▶ WHAT IS BEING ASKED
Starting at the line containing "position:absolute; left:15px; top:15px;" and ending at the line containing "position:absolute; left:681px; top:645px;", print every line of the material below exactly, both ends included, and stop there.
=== Section Start ===
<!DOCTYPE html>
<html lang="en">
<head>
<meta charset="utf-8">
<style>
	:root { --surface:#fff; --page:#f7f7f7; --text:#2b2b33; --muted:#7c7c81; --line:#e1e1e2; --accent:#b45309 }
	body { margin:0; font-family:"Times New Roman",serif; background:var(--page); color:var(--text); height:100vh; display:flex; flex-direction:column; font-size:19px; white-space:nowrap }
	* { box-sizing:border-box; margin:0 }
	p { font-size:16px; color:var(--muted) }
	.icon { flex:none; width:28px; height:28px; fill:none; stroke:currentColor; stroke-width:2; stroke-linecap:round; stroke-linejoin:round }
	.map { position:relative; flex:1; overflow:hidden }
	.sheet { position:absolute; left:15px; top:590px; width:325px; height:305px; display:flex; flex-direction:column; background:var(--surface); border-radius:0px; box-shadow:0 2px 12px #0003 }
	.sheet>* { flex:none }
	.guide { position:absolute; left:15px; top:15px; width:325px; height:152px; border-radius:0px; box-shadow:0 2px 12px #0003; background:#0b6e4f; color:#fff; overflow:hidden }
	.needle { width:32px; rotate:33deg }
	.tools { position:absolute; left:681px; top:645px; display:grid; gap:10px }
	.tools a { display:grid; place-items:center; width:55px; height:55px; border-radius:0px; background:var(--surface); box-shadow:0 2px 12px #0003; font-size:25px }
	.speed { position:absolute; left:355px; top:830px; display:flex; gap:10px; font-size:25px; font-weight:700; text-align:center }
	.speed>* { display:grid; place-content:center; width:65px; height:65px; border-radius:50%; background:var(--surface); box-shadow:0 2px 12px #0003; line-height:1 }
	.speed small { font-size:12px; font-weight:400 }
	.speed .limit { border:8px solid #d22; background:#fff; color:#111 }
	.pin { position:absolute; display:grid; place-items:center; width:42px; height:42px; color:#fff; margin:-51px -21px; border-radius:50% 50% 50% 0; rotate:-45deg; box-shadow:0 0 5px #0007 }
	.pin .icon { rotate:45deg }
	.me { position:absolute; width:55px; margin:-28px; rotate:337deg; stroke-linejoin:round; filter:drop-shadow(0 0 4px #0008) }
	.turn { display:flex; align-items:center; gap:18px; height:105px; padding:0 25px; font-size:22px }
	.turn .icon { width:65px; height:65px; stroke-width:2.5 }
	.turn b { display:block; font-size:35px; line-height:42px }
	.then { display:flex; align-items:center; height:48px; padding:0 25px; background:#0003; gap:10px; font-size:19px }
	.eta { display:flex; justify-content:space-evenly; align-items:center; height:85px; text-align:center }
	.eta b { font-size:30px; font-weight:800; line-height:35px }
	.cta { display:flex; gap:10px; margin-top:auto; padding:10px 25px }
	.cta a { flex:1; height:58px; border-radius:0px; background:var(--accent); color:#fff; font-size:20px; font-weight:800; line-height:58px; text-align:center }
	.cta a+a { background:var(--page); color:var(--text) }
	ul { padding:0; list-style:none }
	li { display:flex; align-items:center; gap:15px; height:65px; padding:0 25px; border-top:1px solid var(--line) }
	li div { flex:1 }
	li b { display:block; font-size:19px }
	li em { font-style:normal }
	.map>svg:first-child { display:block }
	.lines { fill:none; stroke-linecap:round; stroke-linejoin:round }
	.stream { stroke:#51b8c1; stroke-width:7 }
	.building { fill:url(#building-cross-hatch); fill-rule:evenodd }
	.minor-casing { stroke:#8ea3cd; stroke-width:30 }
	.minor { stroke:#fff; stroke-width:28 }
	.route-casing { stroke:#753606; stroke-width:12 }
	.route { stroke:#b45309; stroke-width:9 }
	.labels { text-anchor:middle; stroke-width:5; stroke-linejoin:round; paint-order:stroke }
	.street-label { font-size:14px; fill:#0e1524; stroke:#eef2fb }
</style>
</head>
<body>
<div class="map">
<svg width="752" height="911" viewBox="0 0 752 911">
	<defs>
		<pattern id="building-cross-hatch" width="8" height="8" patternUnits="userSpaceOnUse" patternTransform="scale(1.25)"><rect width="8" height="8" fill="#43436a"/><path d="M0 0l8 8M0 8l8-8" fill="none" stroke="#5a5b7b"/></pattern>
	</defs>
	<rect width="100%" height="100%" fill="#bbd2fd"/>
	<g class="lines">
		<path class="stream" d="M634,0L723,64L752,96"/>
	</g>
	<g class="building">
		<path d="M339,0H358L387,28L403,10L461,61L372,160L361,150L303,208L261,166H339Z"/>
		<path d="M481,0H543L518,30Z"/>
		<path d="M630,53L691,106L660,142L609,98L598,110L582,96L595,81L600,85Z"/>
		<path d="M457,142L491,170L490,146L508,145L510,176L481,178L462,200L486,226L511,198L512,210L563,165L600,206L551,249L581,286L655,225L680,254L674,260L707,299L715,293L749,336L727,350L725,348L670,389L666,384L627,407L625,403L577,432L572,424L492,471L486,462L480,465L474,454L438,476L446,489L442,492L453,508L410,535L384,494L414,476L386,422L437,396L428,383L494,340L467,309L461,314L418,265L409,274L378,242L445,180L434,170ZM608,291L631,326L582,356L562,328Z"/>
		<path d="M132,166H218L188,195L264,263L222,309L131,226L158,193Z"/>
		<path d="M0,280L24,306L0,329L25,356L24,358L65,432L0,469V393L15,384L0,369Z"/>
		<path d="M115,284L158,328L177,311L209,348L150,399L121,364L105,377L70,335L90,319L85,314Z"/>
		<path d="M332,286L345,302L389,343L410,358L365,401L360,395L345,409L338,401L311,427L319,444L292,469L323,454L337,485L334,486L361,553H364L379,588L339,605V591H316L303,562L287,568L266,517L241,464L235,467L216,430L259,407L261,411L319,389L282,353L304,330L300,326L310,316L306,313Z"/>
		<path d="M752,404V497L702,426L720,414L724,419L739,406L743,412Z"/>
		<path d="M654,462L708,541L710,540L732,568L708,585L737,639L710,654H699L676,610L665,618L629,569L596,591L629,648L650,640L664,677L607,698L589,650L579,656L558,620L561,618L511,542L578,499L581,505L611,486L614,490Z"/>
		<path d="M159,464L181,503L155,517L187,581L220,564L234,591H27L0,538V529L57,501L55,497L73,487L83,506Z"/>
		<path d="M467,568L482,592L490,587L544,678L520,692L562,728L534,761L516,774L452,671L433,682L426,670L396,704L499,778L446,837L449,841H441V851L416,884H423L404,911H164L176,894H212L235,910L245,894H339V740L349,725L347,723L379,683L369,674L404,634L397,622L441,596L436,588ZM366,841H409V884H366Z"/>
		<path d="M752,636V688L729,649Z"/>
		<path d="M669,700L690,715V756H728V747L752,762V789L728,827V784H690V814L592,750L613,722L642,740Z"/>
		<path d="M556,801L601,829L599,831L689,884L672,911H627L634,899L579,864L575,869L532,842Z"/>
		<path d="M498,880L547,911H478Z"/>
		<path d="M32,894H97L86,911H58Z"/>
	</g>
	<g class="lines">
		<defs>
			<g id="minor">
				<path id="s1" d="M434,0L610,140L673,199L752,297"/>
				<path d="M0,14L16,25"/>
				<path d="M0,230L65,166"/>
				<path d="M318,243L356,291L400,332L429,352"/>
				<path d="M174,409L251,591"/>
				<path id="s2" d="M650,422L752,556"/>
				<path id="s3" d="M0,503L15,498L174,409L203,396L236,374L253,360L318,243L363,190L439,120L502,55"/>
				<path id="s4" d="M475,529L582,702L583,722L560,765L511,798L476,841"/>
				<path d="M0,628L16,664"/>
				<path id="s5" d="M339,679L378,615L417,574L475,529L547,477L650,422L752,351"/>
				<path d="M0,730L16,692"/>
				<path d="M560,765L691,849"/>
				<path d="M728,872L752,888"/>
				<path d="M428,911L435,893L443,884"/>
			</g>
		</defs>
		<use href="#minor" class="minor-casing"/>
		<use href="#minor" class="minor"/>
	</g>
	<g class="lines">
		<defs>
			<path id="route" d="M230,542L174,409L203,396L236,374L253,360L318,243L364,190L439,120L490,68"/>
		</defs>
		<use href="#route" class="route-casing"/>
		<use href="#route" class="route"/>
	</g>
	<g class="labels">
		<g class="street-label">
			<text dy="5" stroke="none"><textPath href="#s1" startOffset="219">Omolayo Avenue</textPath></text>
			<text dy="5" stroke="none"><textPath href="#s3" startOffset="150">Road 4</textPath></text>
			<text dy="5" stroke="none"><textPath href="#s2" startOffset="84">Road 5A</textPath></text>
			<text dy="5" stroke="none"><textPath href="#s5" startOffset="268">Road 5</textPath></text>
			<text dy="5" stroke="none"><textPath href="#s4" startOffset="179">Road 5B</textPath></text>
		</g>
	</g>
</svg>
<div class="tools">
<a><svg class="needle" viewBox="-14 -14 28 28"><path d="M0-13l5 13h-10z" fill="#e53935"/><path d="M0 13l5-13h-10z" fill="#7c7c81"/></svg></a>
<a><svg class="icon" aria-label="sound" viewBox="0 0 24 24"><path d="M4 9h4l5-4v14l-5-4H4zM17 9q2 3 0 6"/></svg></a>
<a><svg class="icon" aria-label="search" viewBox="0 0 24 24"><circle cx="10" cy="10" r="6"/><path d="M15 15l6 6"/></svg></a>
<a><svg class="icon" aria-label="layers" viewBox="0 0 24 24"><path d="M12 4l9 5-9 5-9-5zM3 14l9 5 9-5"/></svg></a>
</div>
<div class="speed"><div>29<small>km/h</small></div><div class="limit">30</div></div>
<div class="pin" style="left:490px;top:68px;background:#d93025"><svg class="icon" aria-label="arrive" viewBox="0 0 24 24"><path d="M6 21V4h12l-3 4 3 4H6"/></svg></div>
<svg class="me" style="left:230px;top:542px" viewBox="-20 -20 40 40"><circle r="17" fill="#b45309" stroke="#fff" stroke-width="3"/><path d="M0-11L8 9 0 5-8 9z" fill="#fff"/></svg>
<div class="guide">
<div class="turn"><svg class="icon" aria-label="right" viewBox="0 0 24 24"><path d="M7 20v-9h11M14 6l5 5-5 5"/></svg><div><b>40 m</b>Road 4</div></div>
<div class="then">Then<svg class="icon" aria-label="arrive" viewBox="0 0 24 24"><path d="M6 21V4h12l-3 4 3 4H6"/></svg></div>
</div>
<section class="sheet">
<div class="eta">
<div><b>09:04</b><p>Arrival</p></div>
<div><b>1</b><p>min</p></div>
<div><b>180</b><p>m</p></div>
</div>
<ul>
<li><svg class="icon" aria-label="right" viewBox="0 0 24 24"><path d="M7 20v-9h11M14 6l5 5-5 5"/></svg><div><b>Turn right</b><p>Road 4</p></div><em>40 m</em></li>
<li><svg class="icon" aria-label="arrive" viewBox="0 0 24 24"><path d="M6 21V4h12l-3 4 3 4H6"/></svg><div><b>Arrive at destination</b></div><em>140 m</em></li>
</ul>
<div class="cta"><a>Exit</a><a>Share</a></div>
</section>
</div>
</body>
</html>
=== Section End ===
▶ ANSWER TO THE PROBLEM
	.guide { position:absolute; left:15px; top:15px; width:325px; height:152px; border-radius:0px; box-shadow:0 2px 12px #0003; background:#0b6e4f; color:#fff; overflow:hidden }
	.needle { width:32px; rotate:33deg }
	.tools { position:absolute; left:681px; top:645px; display:grid; gap:10px }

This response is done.